- [Task]
Every line of the material is to be set down again without any change.

- [Input data]
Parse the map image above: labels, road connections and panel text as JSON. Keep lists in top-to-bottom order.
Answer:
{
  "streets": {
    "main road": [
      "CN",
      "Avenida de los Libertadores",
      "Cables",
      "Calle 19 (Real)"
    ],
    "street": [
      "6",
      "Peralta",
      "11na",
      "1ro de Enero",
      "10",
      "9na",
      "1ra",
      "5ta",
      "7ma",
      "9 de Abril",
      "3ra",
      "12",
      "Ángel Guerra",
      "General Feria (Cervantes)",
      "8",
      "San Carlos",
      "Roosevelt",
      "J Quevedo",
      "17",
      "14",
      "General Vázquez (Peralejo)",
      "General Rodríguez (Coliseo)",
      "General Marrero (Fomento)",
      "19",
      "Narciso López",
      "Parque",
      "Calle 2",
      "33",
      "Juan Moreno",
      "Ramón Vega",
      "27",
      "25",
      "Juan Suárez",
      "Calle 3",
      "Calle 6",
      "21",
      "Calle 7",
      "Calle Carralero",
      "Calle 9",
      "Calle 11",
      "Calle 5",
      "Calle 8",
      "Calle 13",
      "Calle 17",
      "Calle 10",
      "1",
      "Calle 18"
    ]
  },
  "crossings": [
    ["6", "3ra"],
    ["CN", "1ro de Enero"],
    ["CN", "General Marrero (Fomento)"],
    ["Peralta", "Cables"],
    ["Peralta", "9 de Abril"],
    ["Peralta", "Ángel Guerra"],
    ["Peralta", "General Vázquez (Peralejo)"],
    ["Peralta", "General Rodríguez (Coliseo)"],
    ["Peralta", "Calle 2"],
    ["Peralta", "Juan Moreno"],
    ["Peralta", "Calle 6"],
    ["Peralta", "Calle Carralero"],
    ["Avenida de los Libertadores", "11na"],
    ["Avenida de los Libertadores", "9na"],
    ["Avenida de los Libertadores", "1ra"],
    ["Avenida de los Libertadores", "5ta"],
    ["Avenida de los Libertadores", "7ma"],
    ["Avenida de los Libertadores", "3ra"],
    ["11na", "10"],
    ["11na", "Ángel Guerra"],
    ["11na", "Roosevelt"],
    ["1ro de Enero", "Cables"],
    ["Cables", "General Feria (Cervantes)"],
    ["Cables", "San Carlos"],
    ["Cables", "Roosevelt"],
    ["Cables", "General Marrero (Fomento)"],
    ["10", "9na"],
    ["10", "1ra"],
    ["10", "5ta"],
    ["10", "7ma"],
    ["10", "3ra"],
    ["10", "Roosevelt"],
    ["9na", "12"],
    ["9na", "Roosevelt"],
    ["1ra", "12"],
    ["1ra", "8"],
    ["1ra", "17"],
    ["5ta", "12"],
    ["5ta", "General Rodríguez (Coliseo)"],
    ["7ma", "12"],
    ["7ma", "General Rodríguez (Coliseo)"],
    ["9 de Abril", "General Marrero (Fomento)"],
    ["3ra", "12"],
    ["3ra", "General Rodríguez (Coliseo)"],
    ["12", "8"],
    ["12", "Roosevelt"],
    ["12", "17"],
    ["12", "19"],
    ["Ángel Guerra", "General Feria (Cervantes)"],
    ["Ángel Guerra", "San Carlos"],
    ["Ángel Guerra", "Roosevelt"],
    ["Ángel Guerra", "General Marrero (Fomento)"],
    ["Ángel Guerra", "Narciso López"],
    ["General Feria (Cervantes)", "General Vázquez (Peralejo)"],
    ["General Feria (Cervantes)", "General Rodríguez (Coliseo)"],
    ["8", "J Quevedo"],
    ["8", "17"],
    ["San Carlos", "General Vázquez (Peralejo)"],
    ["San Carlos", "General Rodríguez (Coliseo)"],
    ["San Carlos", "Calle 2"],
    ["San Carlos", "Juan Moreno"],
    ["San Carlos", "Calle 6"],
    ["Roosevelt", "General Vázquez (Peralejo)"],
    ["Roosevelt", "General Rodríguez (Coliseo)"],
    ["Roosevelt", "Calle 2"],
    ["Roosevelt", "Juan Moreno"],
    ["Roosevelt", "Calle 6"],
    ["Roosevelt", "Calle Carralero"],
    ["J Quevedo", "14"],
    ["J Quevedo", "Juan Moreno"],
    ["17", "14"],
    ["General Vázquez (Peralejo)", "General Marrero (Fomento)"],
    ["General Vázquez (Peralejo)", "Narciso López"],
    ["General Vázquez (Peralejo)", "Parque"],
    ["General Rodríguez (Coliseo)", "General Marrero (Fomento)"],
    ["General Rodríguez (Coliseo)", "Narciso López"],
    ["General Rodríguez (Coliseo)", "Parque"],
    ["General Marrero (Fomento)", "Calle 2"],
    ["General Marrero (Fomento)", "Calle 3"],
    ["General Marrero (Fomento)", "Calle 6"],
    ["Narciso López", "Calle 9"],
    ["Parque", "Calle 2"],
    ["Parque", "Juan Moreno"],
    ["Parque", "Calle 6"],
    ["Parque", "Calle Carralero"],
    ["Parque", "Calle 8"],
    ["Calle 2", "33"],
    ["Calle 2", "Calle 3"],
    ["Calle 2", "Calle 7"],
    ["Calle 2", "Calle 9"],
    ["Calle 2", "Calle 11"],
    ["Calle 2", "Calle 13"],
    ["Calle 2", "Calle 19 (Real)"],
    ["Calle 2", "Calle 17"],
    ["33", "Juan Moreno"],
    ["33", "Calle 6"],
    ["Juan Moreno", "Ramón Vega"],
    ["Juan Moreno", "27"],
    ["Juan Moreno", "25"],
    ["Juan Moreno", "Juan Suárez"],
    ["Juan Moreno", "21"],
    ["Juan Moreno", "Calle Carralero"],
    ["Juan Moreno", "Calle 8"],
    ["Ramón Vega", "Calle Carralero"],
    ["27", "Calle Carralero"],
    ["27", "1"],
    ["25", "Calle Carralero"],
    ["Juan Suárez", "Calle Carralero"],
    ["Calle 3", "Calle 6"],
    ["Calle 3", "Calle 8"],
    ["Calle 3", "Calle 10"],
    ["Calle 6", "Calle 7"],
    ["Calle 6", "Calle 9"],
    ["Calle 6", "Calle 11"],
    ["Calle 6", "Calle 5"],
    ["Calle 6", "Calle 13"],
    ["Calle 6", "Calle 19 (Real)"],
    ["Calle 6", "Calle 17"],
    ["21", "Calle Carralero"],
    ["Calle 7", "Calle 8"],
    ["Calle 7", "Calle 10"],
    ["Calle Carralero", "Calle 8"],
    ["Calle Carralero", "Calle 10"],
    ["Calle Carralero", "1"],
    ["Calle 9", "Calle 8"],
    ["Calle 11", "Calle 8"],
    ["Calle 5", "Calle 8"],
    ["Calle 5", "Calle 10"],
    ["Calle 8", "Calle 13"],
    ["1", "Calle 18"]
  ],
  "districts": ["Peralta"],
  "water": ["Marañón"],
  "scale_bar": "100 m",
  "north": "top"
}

- [Response to the task]
Parse the map image above: labels, road connections and panel text as JSON. Keep lists in top-to-bottom order.
Answer:
{
  "streets": {
    "main road": [
      "CN",
      "Avenida de los Libertadores",
      "Cables",
      "Calle 19 (Real)"
    ],
    "street": [
      "6",
      "Peralta",
      "11na",
      "1ro de Enero",
      "10",
      "9na",
      "1ra",
      "5ta",
      "7ma",
      "9 de Abril",
      "3ra",
      "12",
      "Ángel Guerra",
      "General Feria (Cervantes)",
      "8",
      "San Carlos",
      "Roosevelt",
      "J Quevedo",
      "17",
      "14",
      "General Vázquez (Peralejo)",
      "General Rodríguez (Coliseo)",
      "General Marrero (Fomento)",
      "19",
      "Narciso López",
      "Parque",
      "Calle 2",
      "33",
      "Juan Moreno",
      "Ramón Vega",
      "27",
      "25",
      "Juan Suárez",
      "Calle 3",
      "Calle 6",
      "21",
      "Calle 7",
      "Calle Carralero",
      "Calle 9",
      "Calle 11",
      "Calle 5",
      "Calle 8",
      "Calle 13",
      "Calle 17",
      "Calle 10",
      "1",
      "Calle 18"
    ]
  },
  "crossings": [
    ["6", "3ra"],
    ["CN", "1ro de Enero"],
    ["CN", "General Marrero (Fomento)"],
    ["Peralta", "Cables"],
    ["Peralta", "9 de Abril"],
    ["Peralta", "Ángel Guerra"],
    ["Peralta", "General Vázquez (Peralejo)"],
    ["Peralta", "General Rodríguez (Coliseo)"],
    ["Peralta", "Calle 2"],
    ["Peralta", "Juan Moreno"],
    ["Peralta", "Calle 6"],
    ["Peralta", "Calle Carralero"],
    ["Avenida de los Libertadores", "11na"],
    ["Avenida de los Libertadores", "9na"],
    ["Avenida de los Libertadores", "1ra"],
    ["Avenida de los Libertadores", "5ta"],
    ["Avenida de los Libertadores", "7ma"],
    ["Avenida de los Libertadores", "3ra"],
    ["11na", "10"],
    ["11na", "Ángel Guerra"],
    ["11na", "Roosevelt"],
    ["1ro de Enero", "Cables"],
    ["Cables", "General Feria (Cervantes)"],
    ["Cables", "San Carlos"],
    ["Cables", "Roosevelt"],
    ["Cables", "General Marrero (Fomento)"],
    ["10", "9na"],
    ["10", "1ra"],
    ["10", "5ta"],
    ["10", "7ma"],
    ["10", "3ra"],
    ["10", "Roosevelt"],
    ["9na", "12"],
    ["9na", "Roosevelt"],
    ["1ra", "12"],
    ["1ra", "8"],
    ["1ra", "17"],
    ["5ta", "12"],
    ["5ta", "General Rodríguez (Coliseo)"],
    ["7ma", "12"],
    ["7ma", "General Rodríguez (Coliseo)"],
    ["9 de Abril", "General Marrero (Fomento)"],
    ["3ra", "12"],
    ["3ra", "General Rodríguez (Coliseo)"],
    ["12", "8"],
    ["12", "Roosevelt"],
    ["12", "17"],
    ["12", "19"],
    ["Ángel Guerra", "General Feria (Cervantes)"],
    ["Ángel Guerra", "San Carlos"],
    ["Ángel Guerra", "Roosevelt"],
    ["Ángel Guerra", "General Marrero (Fomento)"],
    ["Ángel Guerra", "Narciso López"],
    ["General Feria (Cervantes)", "General Vázquez (Peralejo)"],
    ["General Feria (Cervantes)", "General Rodríguez (Coliseo)"],
    ["8", "J Quevedo"],
    ["8", "17"],
    ["San Carlos", "General Vázquez (Peralejo)"],
    ["San Carlos", "General Rodríguez (Coliseo)"],
    ["San Carlos", "Calle 2"],
    ["San Carlos", "Juan Moreno"],
    ["San Carlos", "Calle 6"],
    ["Roosevelt", "General Vázquez (Peralejo)"],
    ["Roosevelt", "General Rodríguez (Coliseo)"],
    ["Roosevelt", "Calle 2"],
    ["Roosevelt", "Juan Moreno"],
    ["Roosevelt", "Calle 6"],
    ["Roosevelt", "Calle Carralero"],
    ["J Quevedo", "14"],
    ["J Quevedo", "Juan Moreno"],
    ["17", "14"],
    ["General Vázquez (Peralejo)", "General Marrero (Fomento)"],
    ["General Vázquez (Peralejo)", "Narciso López"],
    ["General Vázquez (Peralejo)", "Parque"],
    ["General Rodríguez (Coliseo)", "General Marrero (Fomento)"],
    ["General Rodríguez (Coliseo)", "Narciso López"],
    ["General Rodríguez (Coliseo)", "Parque"],
    ["General Marrero (Fomento)", "Calle 2"],
    ["General Marrero (Fomento)", "Calle 3"],
    ["General Marrero (Fomento)", "Calle 6"],
    ["Narciso López", "Calle 9"],
    ["Parque", "Calle 2"],
    ["Parque", "Juan Moreno"],
    ["Parque", "Calle 6"],
    ["Parque", "Calle Carralero"],
    ["Parque", "Calle 8"],
    ["Calle 2", "33"],
    ["Calle 2", "Calle 3"],
    ["Calle 2", "Calle 7"],
    ["Calle 2", "Calle 9"],
    ["Calle 2", "Calle 11"],
    ["Calle 2", "Calle 13"],
    ["Calle 2", "Calle 19 (Real)"],
    ["Calle 2", "Calle 17"],
    ["33", "Juan Moreno"],
    ["33", "Calle 6"],
    ["Juan Moreno", "Ramón Vega"],
    ["Juan Moreno", "27"],
    ["Juan Moreno", "25"],
    ["Juan Moreno", "Juan Suárez"],
    ["Juan Moreno", "21"],
    ["Juan Moreno", "Calle Carralero"],
    ["Juan Moreno", "Calle 8"],
    ["Ramón Vega", "Calle Carralero"],
    ["27", "Calle Carralero"],
    ["27", "1"],
    ["25", "Calle Carralero"],
    ["Juan Suárez", "Calle Carralero"],
    ["Calle 3", "Calle 6"],
    ["Calle 3", "Calle 8"],
    ["Calle 3", "Calle 10"],
    ["Calle 6", "Calle 7"],
    ["Calle 6", "Calle 9"],
    ["Calle 6", "Calle 11"],
    ["Calle 6", "Calle 5"],
    ["Calle 6", "Calle 13"],
    ["Calle 6", "Calle 19 (Real)"],
    ["Calle 6", "Calle 17"],
    ["21", "Calle Carralero"],
    ["Calle 7", "Calle 8"],
    ["Calle 7", "Calle 10"],
    ["Calle Carralero", "Calle 8"],
    ["Calle Carralero", "Calle 10"],
    ["Calle Carralero", "1"],
    ["Calle 9", "Calle 8"],
    ["Calle 11", "Calle 8"],
    ["Calle 5", "Calle 8"],
    ["Calle 5", "Calle 10"],
    ["Calle 8", "Calle 13"],
    ["1", "Calle 18"]
  ],
  "districts": ["Peralta"],
  "water": ["Marañón"],
  "scale_bar": "100 m",
  "north": "top"
}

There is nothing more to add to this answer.